Well, just the backgrounds, but it’s still scary. We’ve been making this game for so long — and it’s already so nice — that it’s hard to imagine that we could do better. But we will try, by going into …. [extremely Rod Serling voice] the third dimension.

We have a vision, of a bigger world, one that is grander and more distant. We want to always be reminding you that you’re flying a plane high above it all, for god’s sake!

It is still in progress, but here’s a mid-progress status report. We spent a few weeks making concept art, and we’re a little over a week into implementing it in the game. Check out this early concept which started this whole thing off. It’s heavy on the canyons, which pull you in and add to the feeling of motion. We spent a fair bit of energy figuring out how walls might be plausibly attached to the ground yet also visibly tall enough to reach the planes. This concept proved that it could be done in a way that read even in a still image (knowing that it’ll do even better in motion!). Xavier, our new lead artist, worked hard to make the terrain fit into a mid-range of value, so that bullets and planes always stand out against it.

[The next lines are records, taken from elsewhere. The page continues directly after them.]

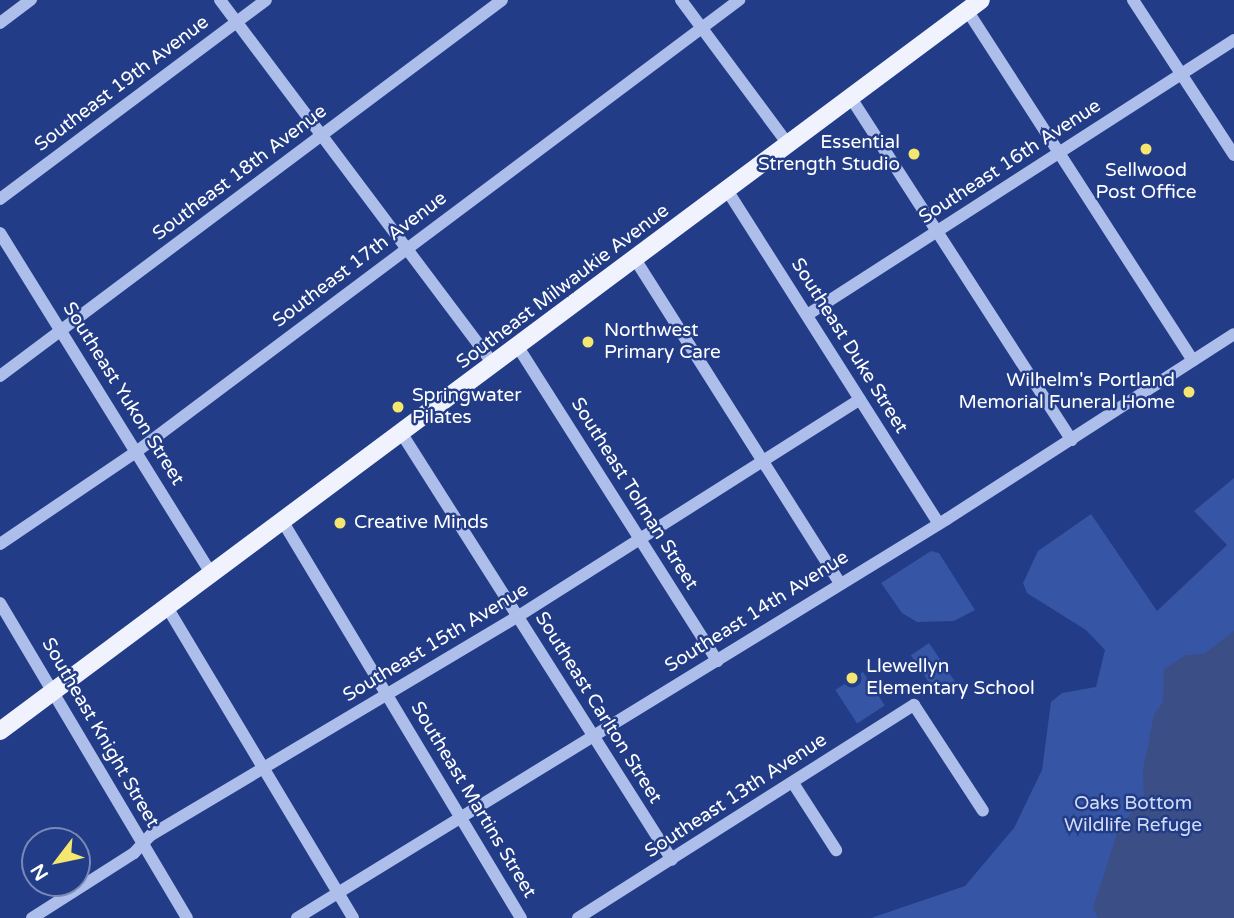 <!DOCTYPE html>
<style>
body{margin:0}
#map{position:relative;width:1234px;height:918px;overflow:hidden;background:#223c87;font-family:"Varela Round",sans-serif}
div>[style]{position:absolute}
.green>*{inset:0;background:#3655a4;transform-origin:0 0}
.water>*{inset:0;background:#3b4e85}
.minor>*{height:12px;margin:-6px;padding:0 6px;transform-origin:6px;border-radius:6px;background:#adbeea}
.major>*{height:18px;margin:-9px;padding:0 9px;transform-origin:9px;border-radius:9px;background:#f0f3fe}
.dots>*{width:19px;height:19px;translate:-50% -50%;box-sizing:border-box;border:4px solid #223c87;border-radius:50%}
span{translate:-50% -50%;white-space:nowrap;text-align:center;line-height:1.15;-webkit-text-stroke:5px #223c87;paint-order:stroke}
.street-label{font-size:19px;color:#fff}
.poi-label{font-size:19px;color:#fff}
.right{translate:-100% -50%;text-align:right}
.left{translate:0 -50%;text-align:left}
.park-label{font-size:19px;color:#d1dcf7}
.north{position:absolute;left:21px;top:827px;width:70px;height:70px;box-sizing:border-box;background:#223c87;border:2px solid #7a8ab7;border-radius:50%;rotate:238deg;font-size:19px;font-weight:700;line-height:28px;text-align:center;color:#fff}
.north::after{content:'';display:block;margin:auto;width:24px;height:32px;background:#f5e66f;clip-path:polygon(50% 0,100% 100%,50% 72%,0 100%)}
</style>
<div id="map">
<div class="green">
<div style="clip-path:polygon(1234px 478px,1234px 918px,871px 918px,965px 886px,1014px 828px,1042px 770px,1051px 702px,1062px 693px,1096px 687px,1105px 650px,1086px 630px,1027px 593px,1023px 583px,1038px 551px,1091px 514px,1157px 611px,1227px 545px,1194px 511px)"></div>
<div style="clip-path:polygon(931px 551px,939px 553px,975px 610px,954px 621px,917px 622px,902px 613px,881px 583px)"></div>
<div style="left:929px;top:643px;width:50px;height:22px;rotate:56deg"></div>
<div style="left:863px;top:672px;width:40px;height:33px;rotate:57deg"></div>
</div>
<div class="water">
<div style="clip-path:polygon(1234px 631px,1234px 918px,1098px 918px,1093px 908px,1119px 828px,1144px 798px,1143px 770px,1154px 715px,1163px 702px,1164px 669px,1186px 655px,1204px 654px)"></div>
</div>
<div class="minor">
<div style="left:220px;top:0;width:456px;rotate:53.1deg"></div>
<div style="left:681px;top:0;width:179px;rotate:53.4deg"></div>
<div style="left:1133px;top:0;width:185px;rotate:56.9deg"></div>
<div style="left:967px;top:10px;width:417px;rotate:57.2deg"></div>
<div style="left:0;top:23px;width:39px;rotate:-37deg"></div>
<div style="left:851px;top:98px;width:407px;rotate:57.2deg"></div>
<div style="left:727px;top:190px;width:393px;rotate:57.6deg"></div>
<div style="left:0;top:199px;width:332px;rotate:-36.8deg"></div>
<div style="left:0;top:233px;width:402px;rotate:58.2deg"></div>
<div style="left:635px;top:259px;width:383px;rotate:57.7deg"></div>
<div style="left:807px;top:315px;width:508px;rotate:-32.78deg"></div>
<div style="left:518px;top:347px;width:372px;rotate:57.6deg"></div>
<div style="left:0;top:376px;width:627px;rotate:-36.83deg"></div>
<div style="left:402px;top:434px;width:504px;rotate:57.63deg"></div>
<div style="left:283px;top:522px;width:462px;rotate:59deg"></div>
<div style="left:0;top:544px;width:164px;rotate:-34.1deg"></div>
<div style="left:136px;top:452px;width:754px;rotate:-36.85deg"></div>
<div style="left:0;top:603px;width:366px;rotate:59.3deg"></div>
<div style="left:167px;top:607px;width:362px;rotate:59.1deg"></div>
<div style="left:793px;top:783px;width:80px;rotate:57.3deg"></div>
<div style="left:32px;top:918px;width:121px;rotate:-32.5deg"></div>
<div style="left:134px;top:853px;width:25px;rotate:-47deg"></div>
<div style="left:151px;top:835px;width:426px;rotate:-30.8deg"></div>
<div style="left:517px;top:617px;width:406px;rotate:-32.4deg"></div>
<div style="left:297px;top:918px;width:763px;rotate:-31.54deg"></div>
<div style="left:947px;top:519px;width:341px;rotate:-32.8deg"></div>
<div style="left:578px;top:918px;width:398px;rotate:-32.4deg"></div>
<div style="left:914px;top:705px;width:126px;rotate:56.9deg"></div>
</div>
<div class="major">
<div style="left:0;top:731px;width:1223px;rotate:-36.69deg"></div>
</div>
<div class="dots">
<div style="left:1146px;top:149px;background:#f5e66f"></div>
<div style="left:914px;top:154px;background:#f5e66f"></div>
<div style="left:588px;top:342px;background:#f5e66f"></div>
<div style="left:1189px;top:392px;background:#f5e66f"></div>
<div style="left:398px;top:407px;background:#f5e66f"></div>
<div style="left:340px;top:523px;background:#f5e66f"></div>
<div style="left:852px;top:678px;background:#f5e66f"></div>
</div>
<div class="street-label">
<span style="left:122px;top:84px;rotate:-37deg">Southeast 19th Avenue</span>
<span style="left:1010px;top:162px;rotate:-33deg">Southeast 16th Avenue</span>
<span style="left:240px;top:173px;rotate:-37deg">Southeast 18th Avenue</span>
<span style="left:360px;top:260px;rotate:-37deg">Southeast 17th Avenue</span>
<span style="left:563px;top:287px;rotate:-37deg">Southeast Milwaukie Avenue</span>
<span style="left:849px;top:346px;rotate:58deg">Southeast Duke Street</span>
<span style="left:123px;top:394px;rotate:58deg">Southeast Yukon Street</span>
<span style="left:634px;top:494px;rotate:58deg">Southeast Tolman Street</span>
<span style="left:757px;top:612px;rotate:-32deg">Southeast 14th Avenue</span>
<span style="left:436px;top:643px;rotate:-31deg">Southeast 15th Avenue</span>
<span style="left:598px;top:708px;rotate:58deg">Southeast Carlton Street</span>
<span style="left:100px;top:733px;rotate:60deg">Southeast Knight Street</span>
<span style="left:736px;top:796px;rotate:-33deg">Southeast 13th Avenue</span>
<span style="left:473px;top:800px;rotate:59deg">Southeast Martins Street</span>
</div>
<div class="poi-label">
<span class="right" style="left:900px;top:154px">Essential<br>Strength Studio</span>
<span style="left:1146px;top:182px">Sellwood<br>Post Office</span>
<span class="left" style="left:604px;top:342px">Northwest<br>Primary Care</span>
<span class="right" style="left:1175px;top:392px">Wilhelm's Portland<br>Memorial Funeral Home</span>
<span class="left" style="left:412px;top:407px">Springwater<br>Pilates</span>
<span class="left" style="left:354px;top:523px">Creative Minds</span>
<span class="left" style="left:866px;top:678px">Llewellyn<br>Elementary School</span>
</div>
<div class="park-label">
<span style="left:1133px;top:815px">Oaks Bottom<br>Wildlife Refuge</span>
</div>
<div class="north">N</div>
</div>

The camera’s angle has been increased, from the 45 degree isometric view, to a 60 degree perspective view. Switching to a perspective camera is a sea change! One concern was that it would impact gameplay: would it be harder to aim, or see where bullets are approaching you from? There’s a few factors that help. The higher camera angle flattens things out in the plane of combat. We’re also using a low FOV, which compresses in the same way a telephoto lens does. In action, things feel about the same, so we’re confident we can continue without RUINING EVERYTHING. We’re still gonna keep our eye on it because often things feel different after we get used to them.

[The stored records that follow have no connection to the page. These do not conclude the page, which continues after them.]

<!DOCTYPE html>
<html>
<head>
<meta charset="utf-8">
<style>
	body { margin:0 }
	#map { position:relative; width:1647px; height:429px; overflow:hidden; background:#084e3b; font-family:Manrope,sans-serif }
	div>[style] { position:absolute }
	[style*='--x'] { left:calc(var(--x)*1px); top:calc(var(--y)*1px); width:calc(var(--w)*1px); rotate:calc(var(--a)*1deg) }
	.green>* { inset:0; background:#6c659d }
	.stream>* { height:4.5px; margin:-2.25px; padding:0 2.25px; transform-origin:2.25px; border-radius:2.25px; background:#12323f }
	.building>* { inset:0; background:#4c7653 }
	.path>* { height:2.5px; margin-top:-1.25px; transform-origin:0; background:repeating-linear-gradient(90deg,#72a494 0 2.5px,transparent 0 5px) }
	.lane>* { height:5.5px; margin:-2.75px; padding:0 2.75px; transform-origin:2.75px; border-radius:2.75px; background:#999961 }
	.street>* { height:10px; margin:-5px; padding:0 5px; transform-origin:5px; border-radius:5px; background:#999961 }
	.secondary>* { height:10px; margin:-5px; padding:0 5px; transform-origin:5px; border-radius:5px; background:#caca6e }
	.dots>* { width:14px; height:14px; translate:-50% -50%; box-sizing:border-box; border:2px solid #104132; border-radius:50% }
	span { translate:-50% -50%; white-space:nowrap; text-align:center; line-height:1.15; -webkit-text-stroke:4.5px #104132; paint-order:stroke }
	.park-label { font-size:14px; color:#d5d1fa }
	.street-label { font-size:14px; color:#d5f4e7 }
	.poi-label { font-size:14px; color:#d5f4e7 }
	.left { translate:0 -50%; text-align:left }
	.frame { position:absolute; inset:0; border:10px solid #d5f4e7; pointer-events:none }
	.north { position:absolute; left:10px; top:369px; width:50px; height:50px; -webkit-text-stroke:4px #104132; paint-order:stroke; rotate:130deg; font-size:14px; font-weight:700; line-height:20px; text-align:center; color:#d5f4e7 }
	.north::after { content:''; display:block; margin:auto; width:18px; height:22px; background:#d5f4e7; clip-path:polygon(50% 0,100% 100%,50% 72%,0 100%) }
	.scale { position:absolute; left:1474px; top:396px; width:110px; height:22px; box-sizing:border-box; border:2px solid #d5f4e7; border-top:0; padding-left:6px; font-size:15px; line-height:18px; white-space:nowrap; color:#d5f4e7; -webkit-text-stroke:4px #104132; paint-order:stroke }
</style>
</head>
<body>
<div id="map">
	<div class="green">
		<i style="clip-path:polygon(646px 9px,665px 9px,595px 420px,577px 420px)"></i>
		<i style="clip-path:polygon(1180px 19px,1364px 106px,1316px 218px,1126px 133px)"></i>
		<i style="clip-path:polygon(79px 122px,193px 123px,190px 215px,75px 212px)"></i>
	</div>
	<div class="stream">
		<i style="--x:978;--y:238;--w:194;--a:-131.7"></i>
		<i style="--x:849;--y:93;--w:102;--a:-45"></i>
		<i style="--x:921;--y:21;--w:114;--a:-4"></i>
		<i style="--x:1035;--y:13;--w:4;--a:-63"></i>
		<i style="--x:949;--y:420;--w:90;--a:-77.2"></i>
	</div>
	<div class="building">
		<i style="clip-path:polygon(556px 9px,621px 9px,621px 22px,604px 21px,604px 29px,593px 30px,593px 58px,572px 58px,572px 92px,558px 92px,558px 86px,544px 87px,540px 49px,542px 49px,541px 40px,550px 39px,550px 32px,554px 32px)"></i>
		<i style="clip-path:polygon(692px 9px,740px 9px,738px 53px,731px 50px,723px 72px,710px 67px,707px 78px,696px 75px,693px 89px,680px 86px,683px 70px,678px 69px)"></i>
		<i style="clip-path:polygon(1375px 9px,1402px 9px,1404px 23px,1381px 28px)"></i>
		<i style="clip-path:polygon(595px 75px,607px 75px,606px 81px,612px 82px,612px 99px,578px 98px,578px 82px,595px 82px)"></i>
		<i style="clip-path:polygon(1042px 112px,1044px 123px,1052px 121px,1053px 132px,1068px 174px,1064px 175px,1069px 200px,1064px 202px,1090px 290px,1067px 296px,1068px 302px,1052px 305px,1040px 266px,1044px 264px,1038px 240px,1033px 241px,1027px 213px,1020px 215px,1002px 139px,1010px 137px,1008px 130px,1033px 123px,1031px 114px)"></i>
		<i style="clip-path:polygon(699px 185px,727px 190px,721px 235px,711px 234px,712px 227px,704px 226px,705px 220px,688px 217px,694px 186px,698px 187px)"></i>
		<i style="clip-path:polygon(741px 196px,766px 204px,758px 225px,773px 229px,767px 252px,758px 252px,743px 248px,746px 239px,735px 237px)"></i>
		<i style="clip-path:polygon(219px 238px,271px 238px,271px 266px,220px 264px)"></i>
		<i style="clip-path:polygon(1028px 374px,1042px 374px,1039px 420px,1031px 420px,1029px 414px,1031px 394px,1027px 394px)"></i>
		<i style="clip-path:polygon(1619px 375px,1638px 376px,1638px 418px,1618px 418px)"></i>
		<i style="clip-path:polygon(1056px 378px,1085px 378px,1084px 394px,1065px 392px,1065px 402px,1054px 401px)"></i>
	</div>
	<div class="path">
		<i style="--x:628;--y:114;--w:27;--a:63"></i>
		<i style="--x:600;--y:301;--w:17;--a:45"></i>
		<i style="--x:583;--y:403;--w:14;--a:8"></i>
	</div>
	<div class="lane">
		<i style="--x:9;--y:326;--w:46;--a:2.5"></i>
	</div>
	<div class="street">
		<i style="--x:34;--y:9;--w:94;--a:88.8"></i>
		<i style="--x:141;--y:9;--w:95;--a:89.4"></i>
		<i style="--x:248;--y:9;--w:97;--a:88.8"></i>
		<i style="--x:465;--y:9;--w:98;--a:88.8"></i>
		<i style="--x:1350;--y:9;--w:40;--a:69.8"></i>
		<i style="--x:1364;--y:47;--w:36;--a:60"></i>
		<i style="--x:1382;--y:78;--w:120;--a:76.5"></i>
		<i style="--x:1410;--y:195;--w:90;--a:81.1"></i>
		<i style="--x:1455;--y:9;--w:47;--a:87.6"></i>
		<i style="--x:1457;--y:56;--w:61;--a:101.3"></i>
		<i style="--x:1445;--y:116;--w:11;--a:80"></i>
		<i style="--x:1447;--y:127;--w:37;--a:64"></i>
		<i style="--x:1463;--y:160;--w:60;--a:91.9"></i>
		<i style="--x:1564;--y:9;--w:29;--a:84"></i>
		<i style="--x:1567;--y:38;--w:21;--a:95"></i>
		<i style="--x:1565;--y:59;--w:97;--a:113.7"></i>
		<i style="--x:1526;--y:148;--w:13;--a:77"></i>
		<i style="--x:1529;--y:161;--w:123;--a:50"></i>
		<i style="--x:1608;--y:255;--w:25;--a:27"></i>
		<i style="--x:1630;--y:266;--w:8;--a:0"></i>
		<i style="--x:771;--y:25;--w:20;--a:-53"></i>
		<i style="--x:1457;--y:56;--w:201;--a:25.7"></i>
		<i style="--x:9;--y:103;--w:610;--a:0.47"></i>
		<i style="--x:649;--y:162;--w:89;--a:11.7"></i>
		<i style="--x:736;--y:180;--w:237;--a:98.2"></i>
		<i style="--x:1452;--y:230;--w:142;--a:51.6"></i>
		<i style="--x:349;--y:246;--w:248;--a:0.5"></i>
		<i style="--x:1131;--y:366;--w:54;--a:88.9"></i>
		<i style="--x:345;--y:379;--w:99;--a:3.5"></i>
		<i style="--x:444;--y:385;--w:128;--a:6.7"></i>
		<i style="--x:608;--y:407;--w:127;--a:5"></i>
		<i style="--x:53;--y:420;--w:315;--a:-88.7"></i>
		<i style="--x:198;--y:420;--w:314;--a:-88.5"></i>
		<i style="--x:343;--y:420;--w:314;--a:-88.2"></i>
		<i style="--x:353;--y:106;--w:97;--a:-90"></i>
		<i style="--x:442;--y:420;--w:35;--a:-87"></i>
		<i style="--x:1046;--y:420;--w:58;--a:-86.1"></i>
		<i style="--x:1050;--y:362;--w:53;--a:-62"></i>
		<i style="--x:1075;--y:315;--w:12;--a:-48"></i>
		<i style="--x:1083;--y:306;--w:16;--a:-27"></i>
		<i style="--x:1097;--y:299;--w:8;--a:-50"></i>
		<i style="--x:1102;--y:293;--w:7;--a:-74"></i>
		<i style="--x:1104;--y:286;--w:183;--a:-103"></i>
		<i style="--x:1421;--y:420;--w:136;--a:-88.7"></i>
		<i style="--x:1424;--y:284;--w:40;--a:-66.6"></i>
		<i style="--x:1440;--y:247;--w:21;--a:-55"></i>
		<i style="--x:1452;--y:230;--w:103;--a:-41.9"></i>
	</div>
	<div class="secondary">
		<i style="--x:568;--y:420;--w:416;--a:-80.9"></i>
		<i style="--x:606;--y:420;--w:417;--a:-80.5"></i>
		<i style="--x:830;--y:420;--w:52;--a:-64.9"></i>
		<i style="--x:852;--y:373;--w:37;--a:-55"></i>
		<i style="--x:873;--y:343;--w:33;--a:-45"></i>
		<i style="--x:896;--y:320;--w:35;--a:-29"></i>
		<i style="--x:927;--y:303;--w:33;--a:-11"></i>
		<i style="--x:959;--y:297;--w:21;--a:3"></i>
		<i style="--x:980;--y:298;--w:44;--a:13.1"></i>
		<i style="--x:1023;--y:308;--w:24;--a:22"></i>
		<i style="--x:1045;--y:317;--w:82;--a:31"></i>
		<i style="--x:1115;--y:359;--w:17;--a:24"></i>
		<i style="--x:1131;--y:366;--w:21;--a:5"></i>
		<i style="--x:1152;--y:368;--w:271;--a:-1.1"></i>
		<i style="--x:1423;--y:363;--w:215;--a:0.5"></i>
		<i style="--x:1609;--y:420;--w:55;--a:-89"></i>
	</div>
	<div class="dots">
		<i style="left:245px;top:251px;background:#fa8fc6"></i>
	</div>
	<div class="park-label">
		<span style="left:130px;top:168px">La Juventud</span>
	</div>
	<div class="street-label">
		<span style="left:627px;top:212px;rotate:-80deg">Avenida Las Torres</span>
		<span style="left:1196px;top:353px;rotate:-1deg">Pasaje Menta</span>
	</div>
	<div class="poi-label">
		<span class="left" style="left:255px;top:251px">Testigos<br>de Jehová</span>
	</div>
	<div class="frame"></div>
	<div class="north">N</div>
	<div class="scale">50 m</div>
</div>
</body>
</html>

We’re going with this low-poly style, which (thus far) only uses vertex coloring, with lights and shadows. Very traditional, in many ways! The individual pieces are quite large, very much in keeping with the massive installations they represent. And then we put them on the ground in the distance so they get all wee again. But not that wee, really. The parallax also makes your plane seem to fly faster, even though we didn’t change those numbers at all. Illusions!

And the mist! Though it’s been in the concept since the beginning, we really had a breakthrough in the implementation when we figured out how to get a diffuse height-based mist going, and saw how nicely it smoothed out the contrast and gave a deep sense of depth. Tall things loom out of it impressively.

It’s felt good to dive into these engine features and cackle over how complex our graphics options are gonna get. We’re going to work on one area (a lowlands area) until we feel like it’s complete — a vertical slice — and then make art for every other area in the game, of which there are dozens. We’re using a new tiling algorithm that requires 4 times fewer assets than the old (you can rotate meshes in ways that you can’t rotate a sprite), so even though one mesh takes longer to make than the equivalent sprite, we hope to see similar levels of productivity, and maybe even be faster!

We’ve still got a bunch of work before we’re happy with the vertical slice. Color adjustments, asset placement, asset creation, lighting changes, fog perturbation technology, frustum culling. All good band names, and also things we’re doing in the short term to get this show on the road.

I hope everyone is doing well out there. We’ve missed you.